The profussor has a question for all of you. This would be another great time, if you are a reader and have yet to comment, to speak up and let your presence be known.
When you eat dinner, either at home or at a restaurant, what do you have to drink? And what goes into that decision?
I am curious. Is it wine, water, juice, beer, milk, soda, cocktails, seltzer, tea, coffee, spirits, or perhaps you don’t drink anything? Do different beverages fill the bill at different times or with certain foods?
Since I am asking, it’s only fair that I give you a peek into life at the casa del fussy.
As I am sometimes inclined to do, I’ll start my answer several years in the past. One day, I was eating lunch at the house of some friends of the family. Their precocious daughter noticed something strange I was doing, and called me out on it. She said, “You don’t drink when you eat.”
She was absolutely right. But I never thought it strange. I would eat. And then if I were thirsty from my meal, I would drink afterwards.
Discovering wine not only opened up a whole new world of experiences, but it also changed the way I ate food. Still, change is never easy. In the early years of my wine journey I might have had a sip of wine before eating, and realized at the end of the meal I had barely touched my wine.
Seriously, I had to train myself to drink wine. I would take a bite of food, and try to remember to have a sip of wine. Take a bite of food and then another sip. Bite. Sip. Bite. Sip. You wouldn’t think it would be that hard.
The very act of introducing wine into my dinner routine started to transform me into a more thoughtful eater. I started to eat more slowly. I began to think more about how the food tasted. I stopped in between bites to take a big deep breath in to smell the wine. Deep breaths are inherently relaxing.
Sometimes the wines would be special. On occasion the wines would be very special. But for the most part the wines themselves cost less than ten dollars, and sometimes they would be less than five. Which is not to say that they weren’t good. They were, and some were very good.
I was never a fan of Trader Joe’s infamous Charles Shaw label that came to be known as two-buck chuck. Only once did I come across anything under than $4 that was any good, and that instance had to do with the closeout of a small winery after the proprietor died. But I digress.
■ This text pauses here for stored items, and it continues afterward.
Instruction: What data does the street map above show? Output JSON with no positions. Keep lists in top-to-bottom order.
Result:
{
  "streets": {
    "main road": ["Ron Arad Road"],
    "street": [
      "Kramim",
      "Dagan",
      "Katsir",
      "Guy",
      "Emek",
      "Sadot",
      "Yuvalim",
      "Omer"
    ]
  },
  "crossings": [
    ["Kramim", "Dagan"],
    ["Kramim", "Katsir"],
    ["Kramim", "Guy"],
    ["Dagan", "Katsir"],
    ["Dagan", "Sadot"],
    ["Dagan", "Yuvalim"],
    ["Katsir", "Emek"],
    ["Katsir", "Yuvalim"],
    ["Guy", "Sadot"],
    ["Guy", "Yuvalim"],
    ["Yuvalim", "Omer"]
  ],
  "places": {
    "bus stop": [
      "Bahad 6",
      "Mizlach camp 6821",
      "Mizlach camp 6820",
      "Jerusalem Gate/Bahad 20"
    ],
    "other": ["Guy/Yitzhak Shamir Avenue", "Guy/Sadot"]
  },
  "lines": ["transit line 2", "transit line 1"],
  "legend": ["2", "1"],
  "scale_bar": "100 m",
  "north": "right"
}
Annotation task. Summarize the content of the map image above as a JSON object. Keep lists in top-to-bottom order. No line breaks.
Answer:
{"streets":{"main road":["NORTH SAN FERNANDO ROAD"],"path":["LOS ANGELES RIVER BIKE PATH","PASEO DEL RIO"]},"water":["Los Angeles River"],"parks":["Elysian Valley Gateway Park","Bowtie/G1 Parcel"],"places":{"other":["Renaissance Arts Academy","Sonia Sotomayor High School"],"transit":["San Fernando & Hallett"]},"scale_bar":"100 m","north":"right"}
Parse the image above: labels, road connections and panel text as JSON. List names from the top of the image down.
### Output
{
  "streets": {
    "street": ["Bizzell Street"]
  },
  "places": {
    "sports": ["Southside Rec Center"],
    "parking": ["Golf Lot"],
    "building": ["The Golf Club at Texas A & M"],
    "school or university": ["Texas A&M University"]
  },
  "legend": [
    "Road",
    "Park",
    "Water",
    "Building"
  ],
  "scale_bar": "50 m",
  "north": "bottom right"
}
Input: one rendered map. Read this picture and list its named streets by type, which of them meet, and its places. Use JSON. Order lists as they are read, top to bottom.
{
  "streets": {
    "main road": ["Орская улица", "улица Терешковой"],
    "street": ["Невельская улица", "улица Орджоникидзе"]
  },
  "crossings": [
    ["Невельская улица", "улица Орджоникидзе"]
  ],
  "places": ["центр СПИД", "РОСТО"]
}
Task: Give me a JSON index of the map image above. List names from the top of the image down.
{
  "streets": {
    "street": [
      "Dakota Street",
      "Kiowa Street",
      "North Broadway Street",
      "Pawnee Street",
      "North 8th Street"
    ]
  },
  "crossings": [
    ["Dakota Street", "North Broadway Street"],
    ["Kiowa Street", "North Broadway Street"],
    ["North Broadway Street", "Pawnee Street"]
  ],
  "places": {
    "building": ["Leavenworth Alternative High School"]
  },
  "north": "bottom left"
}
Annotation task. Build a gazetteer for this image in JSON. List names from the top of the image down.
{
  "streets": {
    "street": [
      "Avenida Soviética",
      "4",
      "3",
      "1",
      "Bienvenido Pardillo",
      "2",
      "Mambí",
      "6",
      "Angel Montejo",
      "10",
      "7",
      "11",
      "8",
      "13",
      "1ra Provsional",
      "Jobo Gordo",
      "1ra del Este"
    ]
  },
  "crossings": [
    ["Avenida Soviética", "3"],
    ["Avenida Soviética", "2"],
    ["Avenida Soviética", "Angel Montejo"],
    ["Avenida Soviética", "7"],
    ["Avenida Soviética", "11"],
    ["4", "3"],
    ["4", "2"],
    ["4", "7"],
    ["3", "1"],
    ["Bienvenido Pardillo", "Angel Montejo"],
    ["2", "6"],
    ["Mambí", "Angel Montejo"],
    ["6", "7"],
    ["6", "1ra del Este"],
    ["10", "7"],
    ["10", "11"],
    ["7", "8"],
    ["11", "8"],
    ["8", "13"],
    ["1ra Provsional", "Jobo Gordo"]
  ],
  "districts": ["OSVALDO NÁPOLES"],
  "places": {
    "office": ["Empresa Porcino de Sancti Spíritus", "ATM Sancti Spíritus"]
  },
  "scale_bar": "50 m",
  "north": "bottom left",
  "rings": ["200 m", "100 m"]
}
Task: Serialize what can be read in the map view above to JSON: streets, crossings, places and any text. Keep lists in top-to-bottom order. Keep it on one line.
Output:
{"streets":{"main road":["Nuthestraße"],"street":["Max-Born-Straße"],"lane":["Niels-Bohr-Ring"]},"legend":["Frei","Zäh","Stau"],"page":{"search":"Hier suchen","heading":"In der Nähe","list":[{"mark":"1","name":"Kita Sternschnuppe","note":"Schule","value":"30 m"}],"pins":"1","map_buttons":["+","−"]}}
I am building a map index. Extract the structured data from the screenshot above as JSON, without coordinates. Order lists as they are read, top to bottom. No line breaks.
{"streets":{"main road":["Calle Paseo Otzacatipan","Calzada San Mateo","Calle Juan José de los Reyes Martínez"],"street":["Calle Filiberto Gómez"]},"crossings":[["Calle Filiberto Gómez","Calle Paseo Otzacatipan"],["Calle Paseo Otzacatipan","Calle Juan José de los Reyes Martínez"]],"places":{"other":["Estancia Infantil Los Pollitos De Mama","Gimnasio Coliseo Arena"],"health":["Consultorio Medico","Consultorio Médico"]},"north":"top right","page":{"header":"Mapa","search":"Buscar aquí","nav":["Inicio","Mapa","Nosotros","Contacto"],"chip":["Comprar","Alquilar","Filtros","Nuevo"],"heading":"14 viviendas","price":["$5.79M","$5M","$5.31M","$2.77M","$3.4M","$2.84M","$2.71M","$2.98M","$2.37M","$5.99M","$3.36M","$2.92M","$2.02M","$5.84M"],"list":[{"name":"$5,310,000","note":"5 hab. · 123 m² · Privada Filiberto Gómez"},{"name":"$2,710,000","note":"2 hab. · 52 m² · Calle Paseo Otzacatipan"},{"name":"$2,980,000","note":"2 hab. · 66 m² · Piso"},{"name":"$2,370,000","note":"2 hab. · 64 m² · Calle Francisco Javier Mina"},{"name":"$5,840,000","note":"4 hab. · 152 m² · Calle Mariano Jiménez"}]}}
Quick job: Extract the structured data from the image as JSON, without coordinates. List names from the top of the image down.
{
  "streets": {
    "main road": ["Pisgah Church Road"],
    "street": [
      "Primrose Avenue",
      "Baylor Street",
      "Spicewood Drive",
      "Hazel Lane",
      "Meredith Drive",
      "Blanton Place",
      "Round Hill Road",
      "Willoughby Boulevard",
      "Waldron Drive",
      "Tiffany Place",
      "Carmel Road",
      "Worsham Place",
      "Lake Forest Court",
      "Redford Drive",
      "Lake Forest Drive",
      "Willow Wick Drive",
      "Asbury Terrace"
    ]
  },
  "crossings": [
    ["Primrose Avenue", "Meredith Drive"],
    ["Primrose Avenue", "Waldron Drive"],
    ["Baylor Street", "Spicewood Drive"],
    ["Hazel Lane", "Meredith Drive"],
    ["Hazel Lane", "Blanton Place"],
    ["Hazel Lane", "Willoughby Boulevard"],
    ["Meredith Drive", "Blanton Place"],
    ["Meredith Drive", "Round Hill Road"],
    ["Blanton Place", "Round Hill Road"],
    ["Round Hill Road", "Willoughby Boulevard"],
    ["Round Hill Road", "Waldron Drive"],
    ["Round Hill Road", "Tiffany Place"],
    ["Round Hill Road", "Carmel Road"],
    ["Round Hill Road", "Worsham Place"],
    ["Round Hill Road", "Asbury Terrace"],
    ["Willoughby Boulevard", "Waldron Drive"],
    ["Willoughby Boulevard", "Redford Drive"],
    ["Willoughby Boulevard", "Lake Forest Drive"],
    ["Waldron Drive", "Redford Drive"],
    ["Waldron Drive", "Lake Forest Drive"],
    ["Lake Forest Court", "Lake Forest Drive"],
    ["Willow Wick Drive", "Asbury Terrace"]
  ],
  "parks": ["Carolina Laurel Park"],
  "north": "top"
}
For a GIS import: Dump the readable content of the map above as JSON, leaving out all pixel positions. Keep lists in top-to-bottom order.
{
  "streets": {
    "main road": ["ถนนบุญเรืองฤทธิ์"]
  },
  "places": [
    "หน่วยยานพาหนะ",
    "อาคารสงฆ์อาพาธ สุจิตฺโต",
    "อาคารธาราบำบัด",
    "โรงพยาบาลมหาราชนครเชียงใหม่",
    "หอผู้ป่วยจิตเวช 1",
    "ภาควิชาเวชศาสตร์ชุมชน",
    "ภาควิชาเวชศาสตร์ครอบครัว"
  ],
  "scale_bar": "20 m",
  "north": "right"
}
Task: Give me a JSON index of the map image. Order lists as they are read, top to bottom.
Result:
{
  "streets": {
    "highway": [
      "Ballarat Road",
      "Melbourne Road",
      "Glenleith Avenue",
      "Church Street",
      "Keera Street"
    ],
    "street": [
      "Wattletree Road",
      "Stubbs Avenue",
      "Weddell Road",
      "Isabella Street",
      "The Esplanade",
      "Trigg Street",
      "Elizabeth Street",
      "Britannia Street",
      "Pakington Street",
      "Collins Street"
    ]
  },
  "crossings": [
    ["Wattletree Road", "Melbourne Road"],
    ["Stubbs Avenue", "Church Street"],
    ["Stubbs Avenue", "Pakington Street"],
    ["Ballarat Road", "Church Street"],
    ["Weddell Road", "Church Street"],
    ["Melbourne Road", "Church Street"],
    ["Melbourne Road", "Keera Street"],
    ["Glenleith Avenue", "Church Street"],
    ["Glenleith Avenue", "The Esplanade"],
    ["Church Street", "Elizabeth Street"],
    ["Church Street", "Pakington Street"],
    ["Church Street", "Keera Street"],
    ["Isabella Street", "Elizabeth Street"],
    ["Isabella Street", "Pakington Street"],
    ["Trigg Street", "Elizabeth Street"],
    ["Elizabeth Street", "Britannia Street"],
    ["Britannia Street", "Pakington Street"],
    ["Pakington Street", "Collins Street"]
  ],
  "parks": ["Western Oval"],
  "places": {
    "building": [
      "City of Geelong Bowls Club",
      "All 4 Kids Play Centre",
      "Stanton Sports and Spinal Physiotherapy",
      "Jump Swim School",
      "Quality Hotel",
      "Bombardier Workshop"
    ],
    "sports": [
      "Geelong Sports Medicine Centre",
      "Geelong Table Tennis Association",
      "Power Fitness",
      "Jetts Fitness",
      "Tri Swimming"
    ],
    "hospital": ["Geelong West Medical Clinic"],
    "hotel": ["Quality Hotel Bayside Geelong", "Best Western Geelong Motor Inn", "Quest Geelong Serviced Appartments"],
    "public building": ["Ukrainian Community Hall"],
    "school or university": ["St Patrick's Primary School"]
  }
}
The dinners themselves didn’t need to be special either. We had been told that champagne goes with everything. And we decided to put the axiom to the test one day when we brought in burritos. Champagne was a surprisingly good match with burritos. Although I have to say here that caviar totally overwhelms champagne. Caviar is really best paired with vodka.
Sadly these days I am not drinking wine as regularly as in the past. No small part of that has to do with losing a good source for very inexpensive but interesting wines. All-Star, BJ’s, Exit 9, and Empire may have a few deep discount values every now and again, but do not hold a candle to Trader Joe’s, Grocery Outlet, and sometimes Cost Plus.
But part of the problem is getting old. It would be challenging for Mrs. Fussy and I to drink a whole bottle of wine at a restaurant and make it back home in one piece in time for the babysitter. On local Albany wine lists I have not seen a lot of restaurants offer half-bottles, and I have had some bad experiences ordering wine by the glass.
Still, at least once a week we will have a bottle of wine with dinner. But regardless of whether we are drinking wine, beer, a food-friendly cocktail, or even just seltzer the original exercise of introducing wine with meals continues to have an effect on how we eat.
If drinking wine with meals is not a part of your weekly routine, I encourage you to give it a try. See what happens. It doesn’t have to be fancy. You don’t need special glasses. It doesn’t have to be snobby. Just open yourself up to the sensory experience: the color of how it looks in the light, the smell as you take a deep breath in from your nose, the taste of fruit, and notice if it changes after you had a bite of food.
Should you need any help, you know who to ask.